All of which brings into play the scenario I described above: rapid deployment 
of Beta applications, a mixture of shortened and full-runtime testing, and 
deployment by an application developer not fully trained in the nuances of 
server administration. How well does the BOINC server software environment cope?

Badly.

The problem that I've seen most often - and repeated again here - is that 
application developers don't appreciate how important - how critical, even - 
<rsc_fpops_est> is to the proper operation of 
http://boinc.berkeley.edu/trac/wiki/RuntimeEstimation , and from there the 
proper operation of the closely-integrated 
http://boinc.berkeley.edu/trac/wiki/CreditNew . Mistakes in this area tend to 
grow into a firestorm on the project message boards...

In this case, the project has settled on tasks with a standardised estimate of 
<rsc_fpops_est> 5000000000000000 - that's five PetaFpops, if I've put the 
commas in the right place. And those tasks run for about 10 hours on my GTX 670.

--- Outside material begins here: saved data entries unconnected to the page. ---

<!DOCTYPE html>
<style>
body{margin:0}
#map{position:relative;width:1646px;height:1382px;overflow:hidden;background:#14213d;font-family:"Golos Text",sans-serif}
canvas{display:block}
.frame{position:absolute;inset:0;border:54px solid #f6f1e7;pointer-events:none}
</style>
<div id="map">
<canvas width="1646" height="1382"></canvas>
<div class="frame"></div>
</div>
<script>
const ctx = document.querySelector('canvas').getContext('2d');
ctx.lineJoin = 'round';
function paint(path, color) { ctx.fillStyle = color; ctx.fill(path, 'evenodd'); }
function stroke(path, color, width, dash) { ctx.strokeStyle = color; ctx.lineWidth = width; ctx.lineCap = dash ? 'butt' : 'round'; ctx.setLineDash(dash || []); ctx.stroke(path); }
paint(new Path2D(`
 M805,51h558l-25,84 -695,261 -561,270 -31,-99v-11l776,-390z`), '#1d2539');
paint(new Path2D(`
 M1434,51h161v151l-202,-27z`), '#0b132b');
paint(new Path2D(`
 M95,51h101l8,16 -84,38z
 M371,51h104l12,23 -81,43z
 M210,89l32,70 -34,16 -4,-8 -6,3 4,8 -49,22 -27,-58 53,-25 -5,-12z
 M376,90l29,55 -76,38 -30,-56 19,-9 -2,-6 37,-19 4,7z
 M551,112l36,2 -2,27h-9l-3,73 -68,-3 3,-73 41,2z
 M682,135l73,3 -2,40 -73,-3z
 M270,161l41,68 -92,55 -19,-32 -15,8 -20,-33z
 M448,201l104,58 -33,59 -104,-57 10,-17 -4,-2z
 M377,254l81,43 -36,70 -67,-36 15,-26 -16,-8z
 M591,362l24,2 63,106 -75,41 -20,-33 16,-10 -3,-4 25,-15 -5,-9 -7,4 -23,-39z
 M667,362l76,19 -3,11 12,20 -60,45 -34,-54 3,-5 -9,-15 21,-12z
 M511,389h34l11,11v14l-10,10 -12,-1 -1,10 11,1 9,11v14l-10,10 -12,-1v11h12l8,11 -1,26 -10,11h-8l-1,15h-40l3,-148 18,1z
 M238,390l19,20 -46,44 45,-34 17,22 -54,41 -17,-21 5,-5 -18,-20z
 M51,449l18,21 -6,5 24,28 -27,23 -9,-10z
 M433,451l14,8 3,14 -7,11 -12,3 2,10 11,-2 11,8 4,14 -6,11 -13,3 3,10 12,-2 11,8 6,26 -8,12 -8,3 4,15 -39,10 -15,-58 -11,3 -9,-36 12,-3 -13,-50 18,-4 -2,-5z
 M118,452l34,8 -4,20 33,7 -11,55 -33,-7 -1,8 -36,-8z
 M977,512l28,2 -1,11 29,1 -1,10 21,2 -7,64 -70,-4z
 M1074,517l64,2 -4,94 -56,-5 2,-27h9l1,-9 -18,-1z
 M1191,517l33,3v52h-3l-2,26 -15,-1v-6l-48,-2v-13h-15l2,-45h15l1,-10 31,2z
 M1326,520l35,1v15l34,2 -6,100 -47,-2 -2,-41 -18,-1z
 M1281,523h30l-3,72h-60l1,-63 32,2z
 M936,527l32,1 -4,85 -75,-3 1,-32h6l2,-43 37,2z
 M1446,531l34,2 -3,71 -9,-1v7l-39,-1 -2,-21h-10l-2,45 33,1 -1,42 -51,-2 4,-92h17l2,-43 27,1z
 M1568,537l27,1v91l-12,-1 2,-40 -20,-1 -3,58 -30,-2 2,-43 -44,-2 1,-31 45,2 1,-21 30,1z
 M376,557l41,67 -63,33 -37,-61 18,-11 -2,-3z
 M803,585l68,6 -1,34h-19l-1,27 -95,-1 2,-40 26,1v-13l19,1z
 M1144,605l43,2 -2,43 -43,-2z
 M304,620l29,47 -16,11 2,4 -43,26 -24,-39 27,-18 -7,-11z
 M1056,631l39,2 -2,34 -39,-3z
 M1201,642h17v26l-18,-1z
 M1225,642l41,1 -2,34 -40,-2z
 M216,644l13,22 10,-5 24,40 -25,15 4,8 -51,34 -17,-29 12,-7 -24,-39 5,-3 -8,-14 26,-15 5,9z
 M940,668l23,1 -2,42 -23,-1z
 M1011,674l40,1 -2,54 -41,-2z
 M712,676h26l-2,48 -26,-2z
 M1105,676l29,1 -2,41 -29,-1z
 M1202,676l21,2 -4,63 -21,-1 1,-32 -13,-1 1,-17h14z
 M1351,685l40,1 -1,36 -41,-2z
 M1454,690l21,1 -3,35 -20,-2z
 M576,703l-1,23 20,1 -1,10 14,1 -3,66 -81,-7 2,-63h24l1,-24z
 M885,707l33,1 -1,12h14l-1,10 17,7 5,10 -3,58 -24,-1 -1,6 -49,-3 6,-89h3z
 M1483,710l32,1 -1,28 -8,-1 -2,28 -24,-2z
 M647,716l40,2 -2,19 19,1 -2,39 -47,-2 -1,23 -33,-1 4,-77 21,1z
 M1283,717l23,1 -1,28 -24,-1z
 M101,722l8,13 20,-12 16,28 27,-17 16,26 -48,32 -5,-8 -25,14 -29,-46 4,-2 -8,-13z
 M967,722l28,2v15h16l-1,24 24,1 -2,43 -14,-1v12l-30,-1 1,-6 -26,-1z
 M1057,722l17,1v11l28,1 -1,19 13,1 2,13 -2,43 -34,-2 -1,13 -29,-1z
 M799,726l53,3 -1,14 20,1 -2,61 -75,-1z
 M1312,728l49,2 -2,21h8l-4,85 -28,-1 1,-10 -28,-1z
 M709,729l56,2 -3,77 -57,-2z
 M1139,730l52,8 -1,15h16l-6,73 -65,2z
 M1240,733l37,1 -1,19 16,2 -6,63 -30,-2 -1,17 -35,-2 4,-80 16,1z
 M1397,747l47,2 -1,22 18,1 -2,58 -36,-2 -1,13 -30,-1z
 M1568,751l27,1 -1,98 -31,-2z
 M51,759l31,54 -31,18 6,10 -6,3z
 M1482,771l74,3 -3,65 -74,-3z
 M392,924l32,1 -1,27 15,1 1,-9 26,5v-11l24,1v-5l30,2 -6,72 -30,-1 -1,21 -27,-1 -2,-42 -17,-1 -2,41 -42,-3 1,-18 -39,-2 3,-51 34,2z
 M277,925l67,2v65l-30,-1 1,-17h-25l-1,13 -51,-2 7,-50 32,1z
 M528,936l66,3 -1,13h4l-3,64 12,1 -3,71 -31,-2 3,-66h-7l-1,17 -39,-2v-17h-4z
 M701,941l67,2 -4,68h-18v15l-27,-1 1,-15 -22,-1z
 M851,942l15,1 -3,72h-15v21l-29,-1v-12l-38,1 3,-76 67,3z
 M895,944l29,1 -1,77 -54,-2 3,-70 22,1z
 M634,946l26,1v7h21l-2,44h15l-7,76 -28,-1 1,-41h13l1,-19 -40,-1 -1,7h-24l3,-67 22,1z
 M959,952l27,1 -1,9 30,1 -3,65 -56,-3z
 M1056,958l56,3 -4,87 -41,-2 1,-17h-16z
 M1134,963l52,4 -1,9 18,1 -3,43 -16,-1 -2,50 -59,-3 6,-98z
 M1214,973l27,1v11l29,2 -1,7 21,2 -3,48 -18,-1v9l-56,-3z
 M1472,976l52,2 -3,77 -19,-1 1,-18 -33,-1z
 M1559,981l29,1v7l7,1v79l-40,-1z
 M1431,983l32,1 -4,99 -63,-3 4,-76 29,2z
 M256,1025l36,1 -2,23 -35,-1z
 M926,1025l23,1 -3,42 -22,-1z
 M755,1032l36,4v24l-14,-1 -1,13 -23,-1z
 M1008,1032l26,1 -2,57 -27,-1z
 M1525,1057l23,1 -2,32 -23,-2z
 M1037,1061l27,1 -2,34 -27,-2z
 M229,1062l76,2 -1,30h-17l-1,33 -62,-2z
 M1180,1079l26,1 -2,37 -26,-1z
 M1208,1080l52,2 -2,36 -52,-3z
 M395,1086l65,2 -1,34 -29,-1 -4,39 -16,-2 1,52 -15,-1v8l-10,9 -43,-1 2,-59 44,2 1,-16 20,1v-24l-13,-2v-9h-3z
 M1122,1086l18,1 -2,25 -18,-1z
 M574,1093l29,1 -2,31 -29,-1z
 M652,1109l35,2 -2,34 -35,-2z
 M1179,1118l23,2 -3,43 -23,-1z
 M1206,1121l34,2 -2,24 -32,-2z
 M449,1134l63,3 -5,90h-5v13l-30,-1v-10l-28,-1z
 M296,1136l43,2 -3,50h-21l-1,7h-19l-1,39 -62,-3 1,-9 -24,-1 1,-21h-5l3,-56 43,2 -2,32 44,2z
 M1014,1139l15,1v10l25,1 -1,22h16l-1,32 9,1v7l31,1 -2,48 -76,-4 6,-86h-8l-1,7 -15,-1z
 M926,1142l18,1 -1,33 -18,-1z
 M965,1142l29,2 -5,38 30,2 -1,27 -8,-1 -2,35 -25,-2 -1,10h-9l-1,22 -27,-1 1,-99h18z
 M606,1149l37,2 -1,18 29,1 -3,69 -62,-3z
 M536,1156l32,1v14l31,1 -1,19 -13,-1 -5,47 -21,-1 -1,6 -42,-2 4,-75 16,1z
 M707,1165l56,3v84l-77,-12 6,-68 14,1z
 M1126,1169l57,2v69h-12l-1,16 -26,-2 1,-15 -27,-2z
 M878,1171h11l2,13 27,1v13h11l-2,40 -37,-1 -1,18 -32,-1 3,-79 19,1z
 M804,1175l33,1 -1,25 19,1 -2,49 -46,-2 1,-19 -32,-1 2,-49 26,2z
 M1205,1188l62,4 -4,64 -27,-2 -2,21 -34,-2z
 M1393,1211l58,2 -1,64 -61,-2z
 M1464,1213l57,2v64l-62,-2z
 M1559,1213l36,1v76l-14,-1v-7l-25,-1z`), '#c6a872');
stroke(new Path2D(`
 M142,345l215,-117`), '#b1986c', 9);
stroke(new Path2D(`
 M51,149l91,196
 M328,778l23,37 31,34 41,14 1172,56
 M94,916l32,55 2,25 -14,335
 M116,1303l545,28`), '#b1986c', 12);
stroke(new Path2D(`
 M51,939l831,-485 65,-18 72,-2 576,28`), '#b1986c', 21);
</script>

But in the current rapid Beta phase - working to get CUDA 5.5 running on Titan 
hardware - I've seen shortened tasks with runtimes of 100 minutes, 10 minutes, 
even 1 minute: but all with the same 5 PetaFpops estimate. It's a simple 
mistake, a common mistake, an obvious mistake, and I don't blame an application 
developer under stress for making it.

But it's the sort of mistake BOINC reacts very badly to. GPU task runtime 
estimation relies - critically - on accurate determination of the speed of the 
hardware. My GTX 670 is given - in units of what I call "advertising FLOPS" - a 
speed rating of 2915 GFLOPS peak by the BOINC client (although I don't think 
that number is used by the server anywhere).

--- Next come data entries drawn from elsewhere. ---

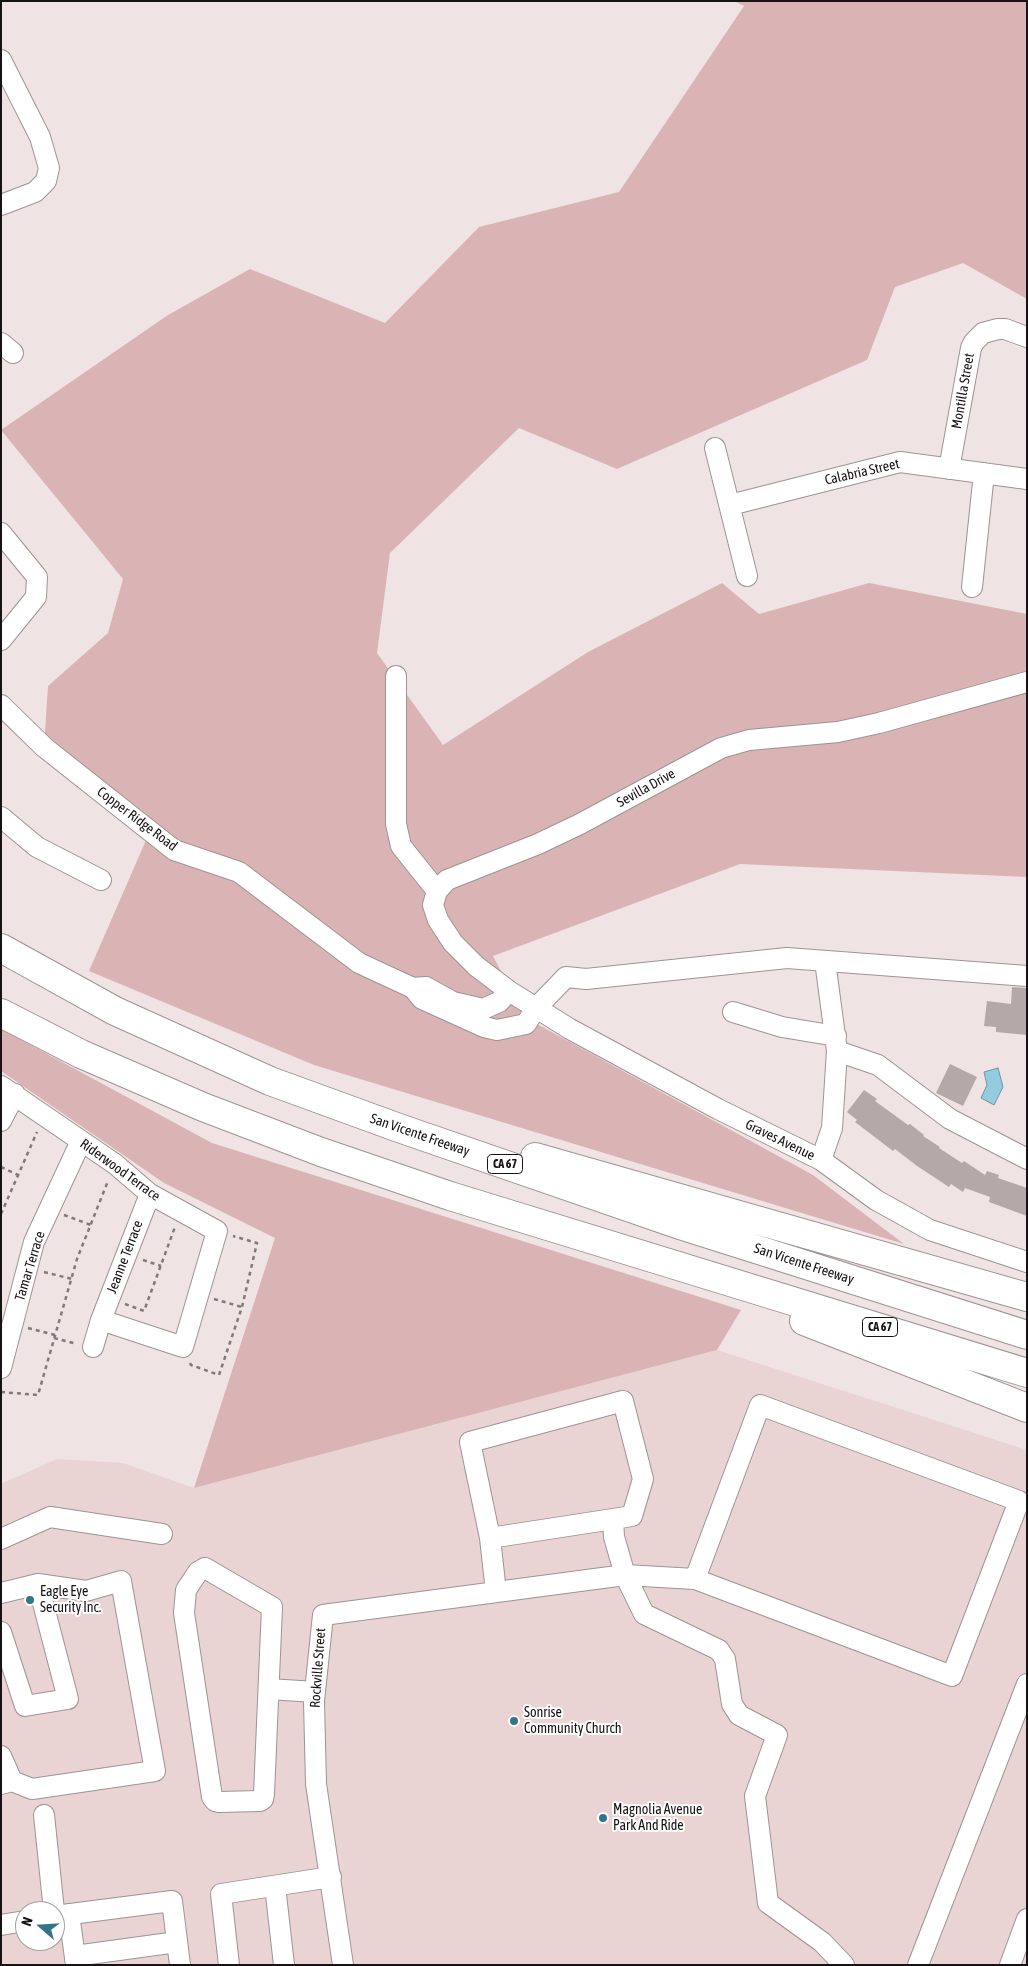 <!DOCTYPE html>
<style>
body{margin:0}
#map{position:relative;width:1028px;height:1966px;overflow:hidden;background:#f0e3e3;font-family:"Asap Condensed",sans-serif}
canvas{display:block}
.frame{position:absolute;inset:0;border:2px solid #171213;pointer-events:none}
.north{position:absolute;left:15px;top:1901px;width:50px;height:50px;box-sizing:border-box;background:#fff;border:1px solid #a2a0a1;border-radius:50%;rotate:289deg;font-size:14px;font-weight:700;line-height:20px;text-align:center;color:#171213}
.north::after{content:'';display:block;margin:auto;width:18px;height:22px;background:#357589;clip-path:polygon(50% 0,100% 100%,50% 72%,0 100%)}
</style>
<div id="map">
<canvas width="1028" height="1966"></canvas>
<div class="frame"></div>
<div class="north">N</div>
</div>
<script>
const ctx = document.querySelector('canvas').getContext('2d');
ctx.lineJoin = 'round';
function fillPath(path, color) {
  ctx.fillStyle = color;
  ctx.fill(path, 'evenodd');
}
function shape(rows) {
  const path = new Path2D();
  for (const r of rows) {
    path.moveTo(r[0], r[1]);
    for (let i = 2; i < r.length; i += 2) path.lineTo(r[i], r[i + 1]);
  }
  return path;
}
function strokePath(path, color, width, dash) {
  ctx.strokeStyle = color;
  ctx.lineWidth = width;
  ctx.lineCap = dash ? 'butt' : 'round';
  ctx.setLineDash(dash || []);
  ctx.stroke(path);
}
function write(font, color, halo, rows, align = 'center') {
  ctx.font = font + ' "Asap Condensed",sans-serif';
  ctx.lineWidth = 4;
  ctx.setLineDash([]);
  ctx.textBaseline = 'middle';
  ctx.strokeStyle = halo;
  ctx.fillStyle = color;
  for (const [text, x, y, turn = 0] of rows) {
    ctx.save();
    ctx.translate(x, y);
    ctx.rotate((+turn || 0) * Math.PI / 180);
    ctx.textAlign = isNaN(turn) ? turn : align;
    if (halo) ctx.strokeText(text, 0, 0);
    ctx.fillText(text, 0, 0);
    ctx.restore();
  }
}
fillPath(shape([
 [717,1350,1027,1450,1027,1965,1,1965,1,1484,57,1459,123,1463,194,1488],
 [25,1911,55,1911,55,1941,25,1941]
]), '#e9d3d3');
fillPath(shape([
 [734,1,1027,1,1027,299,963,263,895,287,867,360,617,469,519,428,390,553,377,653,443,745,588,652,722,583,759,614,869,583,1027,614,1027,877,740,864,493,956,526,1018,813,1175,904,1244,314,1065,89,971,150,831,44,747,48,686,108,633,123,579,1,430,168,315,250,269,385,323,479,227,619,192,744,6],
 [1,1029,212,1143,741,1310,717,1350,194,1488,275,1238,164,1183,1,1071]
]), '#dab4b5');
const water = shape([
 [998,1068,1003,1087,994,1105,981,1098,987,1085,984,1072,998,1068]
]);
fillPath(water, '#94ccdf');
strokePath(water, '#6e94a2', 1);
fillPath(shape([
 [1012,987,1027,988,1027,1035,996,1032,996,1027,984,1026,987,1001,1011,1004],
 [950,1064,977,1077,963,1106,936,1093],
 [864,1090,877,1099,875,1101,908,1125,910,1124,924,1135,923,1136,940,1147,939,1148,962,1163,964,1161,985,1175,987,1171,999,1175,998,1178,1027,1188,1027,1216,989,1202,990,1197,965,1188,963,1192,951,1184,949,1187,917,1166,895,1149,893,1151,855,1122,857,1120,847,1112]
]), '#b5a8a9');
const minor = shape([
 [1,60,40,137,49,168,46,181,35,192,1,205],
 [1,343,13,353],
 [715,448,747,576],
 [949,469,971,348,974,342,983,333,998,329,1005,329,1027,337],
 [730,505,900,462,1027,479],
 [1,533,37,577,36,597,1,640],
 [972,587,984,473],
 [396,676,396,824,401,846,437,891],
 [1027,682,879,723,838,732,749,740,721,748,580,824,538,844,447,880,437,891,433,905,438,920,453,943,476,966,509,991,570,1029,718,1109,821,1160,876,1200,930,1230,1027,1262],
 [1,705,44,747,174,850,239,872,359,963,413,988,426,987,453,1002,483,1009,499,1002,509,991],
 [1,817,37,847,101,880],
 [413,988,422,999,484,1027,497,1030,526,1024,536,1008,566,977,586,979,787,958,1027,976],
 [733,1012,782,1027,836,1036],
 [837,1051,878,1065,950,1119,1027,1159],
 [1,1086,115,1164,150,1194,217,1231,183,1347,101,1320,150,1194],
 [1,1121,15,1094],
 [821,1160,832,1128,837,1051,825,961],
 [93,1347,101,1320],
 [1,1368,34,1242,81,1141],
 [490,1538,470,1442,623,1401,643,1479,632,1516,613,1519],
 [1,1539,50,1517,162,1534],
 [205,1568,272,1607,264,1794,263,1799,260,1801,219,1802,215,1801,212,1797,184,1613,186,1590,198,1572,205,1568],
 [496,1592,490,1538,613,1519,614,1537,625,1575,644,1614,719,1650,725,1659,732,1704,739,1715,777,1735,755,1796,768,1903,822,1942,844,1965],
 [1,1593,38,1584,86,1591,121,1581,155,1771,32,1789,12,1781],
 [1,1632,25,1706,68,1699,38,1584],
 [269,1689,315,1692],
 [1,1756,12,1781,1,1784],
 [44,1815,54,1911],
 [275,1886,284,1965],
 [69,1914,76,1965],
 [55,1916,172,1901,180,1965],
 [1,1925,25,1921],
 [75,1956,177,1942],
 [229,1965,221,1894,331,1877],
 [343,1965,316,1784,314,1701,323,1615,625,1575,695,1579,952,1676,1019,1501,760,1405,695,1579],
 [918,1965,1027,1684],
 [1010,1965,1027,1919]
]);
const highway = shape([
 [1,948,115,1011,270,1081,399,1128,683,1226,1027,1335],
 [1,1013,81,1054,203,1107,321,1152,450,1196,1027,1373],
 [535,1157,1027,1297],
 [804,1321,1027,1408]
]);
strokePath(minor, '#9f9393', 22);
strokePath(highway, '#9f9393', 30);
strokePath(shape([
 [1,1167,18,1175],
 [1,1214,37,1132],
 [64,1215,91,1225],
 [143,1260,161,1266],
 [44,1272,72,1279],
 [214,1299,242,1307],
 [125,1304,144,1311,175,1227],
 [28,1328,55,1335],
 [54,1338,77,1344],
 [190,1363,191,1365,219,1375,242,1307,257,1243,233,1236],
 [1,1392,38,1395,77,1259,108,1181]
]), '#82797a', 2.5, [4, 4]);
strokePath(minor, '#fff', 20);
strokePath(highway, '#fff', 28);
for (const [x, y, r, color] of [
 [30,1600,5,"#357589"],
 [514,1721,5,"#357589"],
 [603,1818,5,"#357589"]
]) {
  const dot = new Path2D();
  dot.arc(x, y, r, 0, 2 * Math.PI);
  ctx.fillStyle = color;
  ctx.fill(dot);
  strokePath(dot, '#fff', 2);
}
for (const [x, y, w] of [
 [505,1164,35],
 [880,1327,35]
]) {
  const box = new Path2D();
  box.roundRect(x - w / 2, y - 9.5, w, 19, 4);
  ctx.fillStyle = '#fff';
  ctx.fill(box);
  strokePath(box, '#171213', 1);
}
write('bold 12px', '#171213', null, [
 ["CA 67",505,1164],
 ["CA 67",880,1327]
]);
write('14px', '#171213', '#fff', [
 ["Montilla Street",963,391,-80],
 ["Calabria Street",862,472,-13],
 ["Sevilla Drive",646,788,-29],
 ["Copper Ridge Road",137,819,37],
 ["San Vicente Freeway",420,1135,19],
 ["Graves Avenue",780,1140,26],
 ["Riderwood Terrace",120,1170,36],
 ["Jeanne Terrace",125,1257,-69],
 ["San Vicente Freeway",804,1264,18],
 ["Tamar Terrace",30,1266,-73],
 ["Rockville Street",318,1668,-86]
]);
write('14px', '#171213', '#fff', [
 ["Eagle Eye",40,1592],
 ["Security Inc.",40,1608],
 ["Sonrise",524,1713],
 ["Community Church",524,1729],
 ["Magnolia Avenue",613,1810],
 ["Park And Ride",613,1826]
], 'left');
</script>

Instead, the initial speed estimate for a new app_version on a new host is 
derived from the CPU speed:

    <app_name>acemdbeta</app_name>
    <version_num>809</version_num>
    <platform>windows_intelx86</platform>
    <avg_ncpus>0.350000</avg_ncpus>
    <max_ncpus>0.666596</max_ncpus>
    <flops>294520563362.637020</flops>
    <plan_class>cuda55</plan_class>

approaching 300 GigaFlops.

But after the first 100 or so tasks have been returned - by, naturally, the 
fastest hosts with the fastest GPUs - the project has an app_version average 
which is applied to new hosts:

    <app_name>acemdbeta</app_name>
    <version_num>810</version_num>
    <platform>windows_intelx86</platform>
    <avg_ncpus>0.350000</avg_ncpus>
    <max_ncpus>0.666596</max_ncpus>
    <flops>65779930729483.820000</flops>
    <plan_class>cuda55</plan_class>

Over 65 TeraFlops

Only after each host has 'completed' (success and validation) 10 tasks is the 
host's own performance assessed and used. And in cases like this, it matters 
critically whether those first 10 tasks are of the 1-minute or the 10-hour 
variety. And if the first 10 tasks all take 10 hours, we're on to the next Beta 
app and the cycle starts all over again. Look at the history of 'APR' (Average 
Processing Rate) for my host, noting in particular the number of 'completed' 
tasks the average has been computed over each time. 
http://www.gpugrid.net/host_app_versions.php?hostid=132158 - that's the same 
GPU, unchanged since I built the machine.

I'll leave you to read the project message boards to discover all of the 
consequences. Unhappy volunteers, and tasks aborted with 
EXIT_TIME_LIMIT_EXCEEDED, are two of the more obvious ones.

Perhaps as a simple first step, the whole of RuntimeEstimation should be 
automatically disabled when an installed application is designated as Beta?